What Speaker Diarization tools should I look into?
Posted by Chemical_Gas3710@reddit | LocalLLaMA | View on Reddit | 7 comments
Hi,
I am making a tool that needs to analyze a conversation (non-English) between two people. The conversation is provided to me in audio format. I am currently using OpenAI Whisper to transcribe and feed the transcription to ChatGPT-4o model through the API for analysis.

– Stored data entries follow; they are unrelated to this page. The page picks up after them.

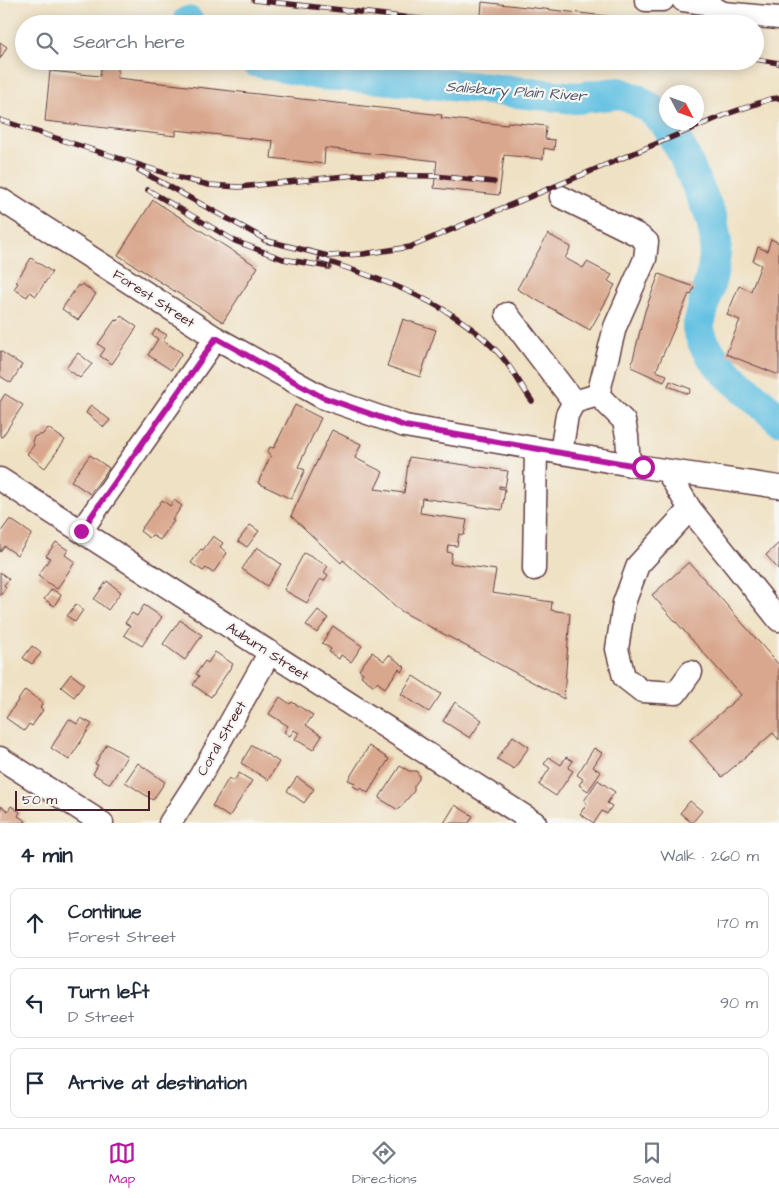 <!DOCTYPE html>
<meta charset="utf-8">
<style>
body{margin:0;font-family:"Architects Daughter",sans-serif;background:#f6f6f7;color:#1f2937}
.compass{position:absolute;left:659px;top:85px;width:45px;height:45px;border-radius:50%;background:#fff;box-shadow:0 2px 12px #0003;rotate:131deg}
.scale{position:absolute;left:15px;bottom:12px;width:135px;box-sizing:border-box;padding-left:5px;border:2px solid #4a1f2b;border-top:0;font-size:14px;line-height:18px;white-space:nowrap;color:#4a1f2b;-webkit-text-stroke:4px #f6f6f2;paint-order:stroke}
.stop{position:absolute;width:15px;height:15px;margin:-11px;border:4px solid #b5179e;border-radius:50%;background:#fff}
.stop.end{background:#b5179e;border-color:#fff;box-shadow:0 1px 5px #0008}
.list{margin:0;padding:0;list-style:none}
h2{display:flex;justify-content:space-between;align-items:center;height:65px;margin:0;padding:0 20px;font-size:21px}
h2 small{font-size:16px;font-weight:400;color:#747a83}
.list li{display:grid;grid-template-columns:32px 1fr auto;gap:15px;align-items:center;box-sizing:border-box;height:70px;margin:0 10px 10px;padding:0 10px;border:1px solid #e0e1e3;border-radius:10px}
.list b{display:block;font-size:19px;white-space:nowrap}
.list p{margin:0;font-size:16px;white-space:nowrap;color:#747a83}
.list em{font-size:16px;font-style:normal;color:#747a83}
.icon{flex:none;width:28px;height:28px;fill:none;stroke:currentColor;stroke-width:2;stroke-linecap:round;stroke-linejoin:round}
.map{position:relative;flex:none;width:779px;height:823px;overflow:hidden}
.search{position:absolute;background:#fff;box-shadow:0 2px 12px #0003;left:15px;right:15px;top:15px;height:55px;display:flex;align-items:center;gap:12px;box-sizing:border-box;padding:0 18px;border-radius:28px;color:#747a83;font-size:19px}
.sheet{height:305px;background:#fff}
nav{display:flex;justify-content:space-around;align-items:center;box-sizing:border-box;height:70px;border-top:1px solid #e0e1e3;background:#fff;font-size:14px;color:#747a83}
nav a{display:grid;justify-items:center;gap:2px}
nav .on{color:#b5179e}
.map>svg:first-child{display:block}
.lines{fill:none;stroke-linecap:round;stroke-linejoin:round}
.river{stroke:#63c1e2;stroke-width:32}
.building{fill:#d9a78d}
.minor-casing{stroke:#633c42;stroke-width:25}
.minor{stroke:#fff;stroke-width:22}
.rail-casing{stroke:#4a1f2b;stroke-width:5.5}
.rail{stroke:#f6f6f2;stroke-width:4;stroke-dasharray:11;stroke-linecap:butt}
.route{stroke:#b5179e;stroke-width:6}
.labels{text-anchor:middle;stroke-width:4.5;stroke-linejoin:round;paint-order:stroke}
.street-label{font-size:14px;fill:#4a1f2b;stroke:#f6f6f2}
.water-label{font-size:15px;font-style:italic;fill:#53586b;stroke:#f6f6f2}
</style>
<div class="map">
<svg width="779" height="823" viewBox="0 0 779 823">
<rect width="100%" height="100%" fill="#f6f6f2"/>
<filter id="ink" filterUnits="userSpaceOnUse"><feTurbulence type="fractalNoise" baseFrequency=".02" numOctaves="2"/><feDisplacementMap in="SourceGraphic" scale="10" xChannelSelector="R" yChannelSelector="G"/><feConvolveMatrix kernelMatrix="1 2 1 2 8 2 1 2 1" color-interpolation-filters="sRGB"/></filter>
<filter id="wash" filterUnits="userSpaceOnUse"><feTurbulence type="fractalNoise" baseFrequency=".0096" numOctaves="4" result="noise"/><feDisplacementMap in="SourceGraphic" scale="20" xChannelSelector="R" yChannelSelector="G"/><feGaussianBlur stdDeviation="1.12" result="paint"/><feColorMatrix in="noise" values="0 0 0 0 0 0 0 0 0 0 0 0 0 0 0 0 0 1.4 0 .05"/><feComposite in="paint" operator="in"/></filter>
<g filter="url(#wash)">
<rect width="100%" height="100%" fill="#efe1c3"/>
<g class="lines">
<g class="river">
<path d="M188,22L189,24"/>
<path d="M256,61L319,74L382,78L576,98L619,93L637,100L652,110L665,122L682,151L712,219L716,243L713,270L698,328L704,344L714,359L727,373L779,419"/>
</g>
</g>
<g id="blocks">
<g class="building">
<path d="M482,2L641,20L640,24H558L481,15Z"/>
<path d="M0,42L7,47L0,59Z"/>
<path d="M102,61H119L117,78L442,115L441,118L507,125L508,122L546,126L545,139L555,140L554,150L544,148L543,159L504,155L499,195L434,188L437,161L325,148L324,164L271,158L273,141L176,130V136L45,121L50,71L100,76Z"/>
<path d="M153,200L258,267L223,322L118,255Z"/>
<path d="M548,234L571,247L565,258L583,268L587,262L612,275L608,281L615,285L590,330L517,289Z"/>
<path d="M771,239L779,243V375L726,354L740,320L727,315L739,286L751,291L761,265L753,261L758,247L767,251Z"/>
<path d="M31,258L52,272L36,296L30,292L27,297L14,289L18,283L16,282Z"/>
<path d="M659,274L694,287L691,295L689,294L656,371L667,375L664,382L631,367L645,311Z"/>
<path d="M82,284L96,294L78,320L62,309L78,285L80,287Z"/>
<path d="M121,316L137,327L112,364L100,356L105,349L98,344L115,320L118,321Z"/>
<path d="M403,319L436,330L420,377L387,366Z"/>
<path d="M156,329L167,335L163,341L182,353L171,370L148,355L158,339L152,335Z"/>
<path d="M0,351L22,365L11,383L0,376Z"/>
<path d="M78,353L92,364L80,378L66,368Z"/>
<path d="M670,381L691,389L689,394L668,386Z"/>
<path d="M5,394L23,405L2,437L0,436V402Z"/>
<path d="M91,405L110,420L104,427L86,413Z"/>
<path d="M295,405L321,418L298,467L305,470L291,499L258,483L271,455L267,453L270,447L274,448Z"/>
<path d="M48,428L65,440L45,468L27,454L34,445L32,441L34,437L38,435H42Z"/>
<path d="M332,430L361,444L355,458L383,472L375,489L404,493L409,457L508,471L505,487L499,486V488L505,489L502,510L422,498L420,513L467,520L464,535L459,534L457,546L448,545L447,552L452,553L450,563L496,570L492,593L552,602L551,610L570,613L564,699L401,611L343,560L341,563L291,516Z"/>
<path d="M90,455L109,468L90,494L71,481Z"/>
<path d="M162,500L170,506L174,500L182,506L172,520L174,521L160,540L152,535L149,538L140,531Z"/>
<path d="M10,519L32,534L17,555L4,546L0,552V533Z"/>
<path d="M250,525L259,531L247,547L238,541Z"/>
<path d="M213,536L223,543L220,547L227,553L213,573L206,568L203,571L191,563L201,549L203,550Z"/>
<path d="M56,542L68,550L65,555L75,562L57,589L38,576L50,558L46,556Z"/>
<path d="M779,543V570L766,555Z"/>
<path d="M257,547L281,564L267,586L242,569Z"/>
<path d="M304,553L328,566L324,572L328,575L324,581L320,579L307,603L284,590Z"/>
<path d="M689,562L779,665V740L773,733L722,777L690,740L741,695L652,595Z"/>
<path d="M0,572L9,579L4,585L6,587L0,596Z"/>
<path d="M107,581L121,592L108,610L94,599Z"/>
<path d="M52,589L61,595L54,606L44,599Z"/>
<path d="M76,604L83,610L75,622L67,616Z"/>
<path d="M144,605L162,617L142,646L124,635L130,626L125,623L132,613L137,616Z"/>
<path d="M318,610L328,618L317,633L306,625Z"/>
<path d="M180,620L202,635L185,660L163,644Z"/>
<path d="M333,626L362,646L351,662L341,655L339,659L329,652L331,649L322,643Z"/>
<path d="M32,646L41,653L32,664L23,658Z"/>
<path d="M215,652L233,664L211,697L193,685L199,676L196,674L205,661L208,663Z"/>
<path d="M372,652L384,661L389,655L405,667L401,672L399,669L385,688L377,682L374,686L361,676L363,673L359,670Z"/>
<path d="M71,674L84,684L74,697L61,687Z"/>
<path d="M413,676L441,694L429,712L401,694Z"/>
<path d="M25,690L43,703L40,708L43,710L32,726L29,724L24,731L6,718Z"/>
<path d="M280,697L290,704L292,702L313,715L306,725L322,736L313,750L295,739L299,733L294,730L290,736L284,732L288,726L269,714Z"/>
<path d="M455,702L482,720L470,738L443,721Z"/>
<path d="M81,718L92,724L69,760L51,748L69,719L77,724Z"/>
<path d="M513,736L529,747L514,769L497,759Z"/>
<path d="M107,744L127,756L110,784L93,774L98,765L95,764Z"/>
<path d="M252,745L279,762L268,780L241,763Z"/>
<path d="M369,746L389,759L368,793L361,788L360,790L353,786L355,783L348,780Z"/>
<path d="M594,748L602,753L593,767L601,772L588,791L579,785L583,779L577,775Z"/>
<path d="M549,757L561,765L566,757L573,761L568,768L573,771L556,796L539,785L550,768L544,764Z"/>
<path d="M138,763L165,782L153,800L125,782Z"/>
<path d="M400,766L409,771H416L419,775V779L414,786V791L398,810L379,798Z"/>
<path d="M239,773L252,781L229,817L212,806L229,778L234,781Z"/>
<path d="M297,777L314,789L304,803L287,791Z"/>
<path d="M598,780L615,792L607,803L612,806L607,814L602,811L594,823L580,814L587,803L584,801Z"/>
<path d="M690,801L702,811L692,823L680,813Z"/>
<path d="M455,805L473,816L469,823H444Z"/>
<path d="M1,806L8,811L11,806L20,812L18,816L26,821L24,823H0Z"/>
</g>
</g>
</g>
<g filter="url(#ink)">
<use href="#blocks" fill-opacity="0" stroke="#633c42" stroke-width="1"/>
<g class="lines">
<defs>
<g id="minor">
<path d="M646,0H663"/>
<path d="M683,0L705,3L723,13L779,18"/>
<path d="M561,197L638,235L647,242L645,259L615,327L598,395"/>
<path d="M0,199L216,338L322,397L405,426L643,467L779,487"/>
<path d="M507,314L574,402"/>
<path d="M561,453L567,415L574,402L598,395L624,421L627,436L629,465"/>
<path d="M667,471L690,509L779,620"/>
<path d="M0,479L535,823"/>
<path d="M690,509L638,565L624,603L617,649L624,677L642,691L676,693L691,672"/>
<path d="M81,531L216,338"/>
<path d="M534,569L536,449"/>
<path d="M0,758L102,823"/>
<path d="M170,823L201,775L270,652"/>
</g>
</defs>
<use href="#minor" class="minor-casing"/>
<use href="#minor" class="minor"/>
<defs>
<g id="rail">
<path d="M254,0L464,24"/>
<path d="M755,59L779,63"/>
<path d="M0,120L180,178L209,185L239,187L356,175L435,176L494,182"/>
<path d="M139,170L270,242"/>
<path d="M148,190L235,241L283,259L329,267"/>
<path d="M264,240L328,256L363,254L410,247L727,114L770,99L779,98"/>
<path d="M320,259C385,280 456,304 502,357C513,370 522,387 532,401"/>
</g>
</defs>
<use href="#rail" class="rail-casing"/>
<use href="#rail" class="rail"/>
</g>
</g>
<g class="lines" filter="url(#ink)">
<path class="route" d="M81,531L216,338L322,397L405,426L643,467"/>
</g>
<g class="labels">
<g class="street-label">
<text transform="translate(154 298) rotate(33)" y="5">Forest Street</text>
<text transform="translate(268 651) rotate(33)" y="5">Auburn Street</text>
<text transform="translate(221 738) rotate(-60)" y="5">Coral Street</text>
</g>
<g class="water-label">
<text transform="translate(516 91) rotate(4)" y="5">Salisbury Plain River</text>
</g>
</g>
</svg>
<svg class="compass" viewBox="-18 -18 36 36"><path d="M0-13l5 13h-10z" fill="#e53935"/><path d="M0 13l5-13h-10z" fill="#747a83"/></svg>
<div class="scale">50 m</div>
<div class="stop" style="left:643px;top:467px"></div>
<div class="stop end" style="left:81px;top:531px"></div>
<div class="search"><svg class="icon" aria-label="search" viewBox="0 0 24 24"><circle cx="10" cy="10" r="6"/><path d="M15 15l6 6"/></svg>Search here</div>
</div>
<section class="sheet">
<h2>4 min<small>Walk · 260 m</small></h2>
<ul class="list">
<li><svg class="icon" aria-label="ahead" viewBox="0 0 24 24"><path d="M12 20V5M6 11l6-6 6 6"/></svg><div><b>Continue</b><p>Forest Street</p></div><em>170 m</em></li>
<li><svg class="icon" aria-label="left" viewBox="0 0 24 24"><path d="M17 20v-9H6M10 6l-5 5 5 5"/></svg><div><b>Turn left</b><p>D Street</p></div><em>90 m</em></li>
<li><svg class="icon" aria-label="arrive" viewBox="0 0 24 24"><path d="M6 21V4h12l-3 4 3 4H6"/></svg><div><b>Arrive at destination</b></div></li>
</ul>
</section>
<nav>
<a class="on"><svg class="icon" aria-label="map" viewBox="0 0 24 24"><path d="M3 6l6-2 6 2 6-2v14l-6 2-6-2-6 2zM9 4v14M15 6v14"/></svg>Map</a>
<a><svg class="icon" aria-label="directions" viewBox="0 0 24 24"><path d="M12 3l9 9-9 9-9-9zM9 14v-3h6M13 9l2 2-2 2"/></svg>Directions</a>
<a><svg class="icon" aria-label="saved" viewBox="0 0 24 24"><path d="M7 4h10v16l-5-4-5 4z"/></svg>Saved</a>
</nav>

So far, it's doing a fair job. Sometimes, though, reading the transcription, I find it hard to figure out which speaker is speaking what. I have to listen to the audio to figure it out. I am wondering if ChatGPT-4o would also sometimes find it hard to follow the conversation from the transcription. I think that adding a speaker diarization step might make the transcription easier to understand and analyze.
I am looking for Speaker Diarization tools that I can use. I have tried using pyannote speaker-diarization-3.1, but I find it does not work very well. What are some other options that I can look at?
LlamaDelRey10@reddit
I’ve actually seen a few issues with diarization from Whisper transcripts, so Whisper might actually be the issue here. As a first step, I’d suggest testing out some other transcription providers like ElevenLabs, Deepgram, or Speechmatics. I’ve found them to be more accurate for non-English languages.
Brunex666@reddit
Check lamantin.io it's very familiar with me
alexeir@reddit
You can use Lingvanex Speech to text tool, it has quality diarization feature.
shammahllamma@reddit
Checkout whisper-diarizarion by MahmoudAshraf https://github.com/MahmoudAshraf97/whisper-diarization
https://github.com/transcriptionstream/transcriptionstream for a turnkey solution based on whisper-diarization
SupportiveBot2_25@reddit
I’ve tested a few options recently for diarization in real-time or streaming setups. Whisper can work, but diarization support is patchy and often needs external tooling (like PyAnnote).
If you’re looking for something that works out of the box and holds up in noisy conditions or multi-speaker overlap, I’d suggest trying Speechmatics. I’ve used it in a couple of projects and found the speaker labels to be consistently more reliable than what I got from Assembly or Azure. It also integrates cleanly with other voice agent stacks. Just make sure to tune the latency settings depending on your use case.
NotAReallyNormalName@reddit
Why not just let 4o handle that? it supports audio input so you could just do that. Gemini 2.5-Pro is much much better though
Chemical_Gas3710@reddit (OP)
Hi,
I could let 4o do that yes, but the pricing of using audio as input v/s text is quite on the higher side and I was looking to optimize on that by using text as input.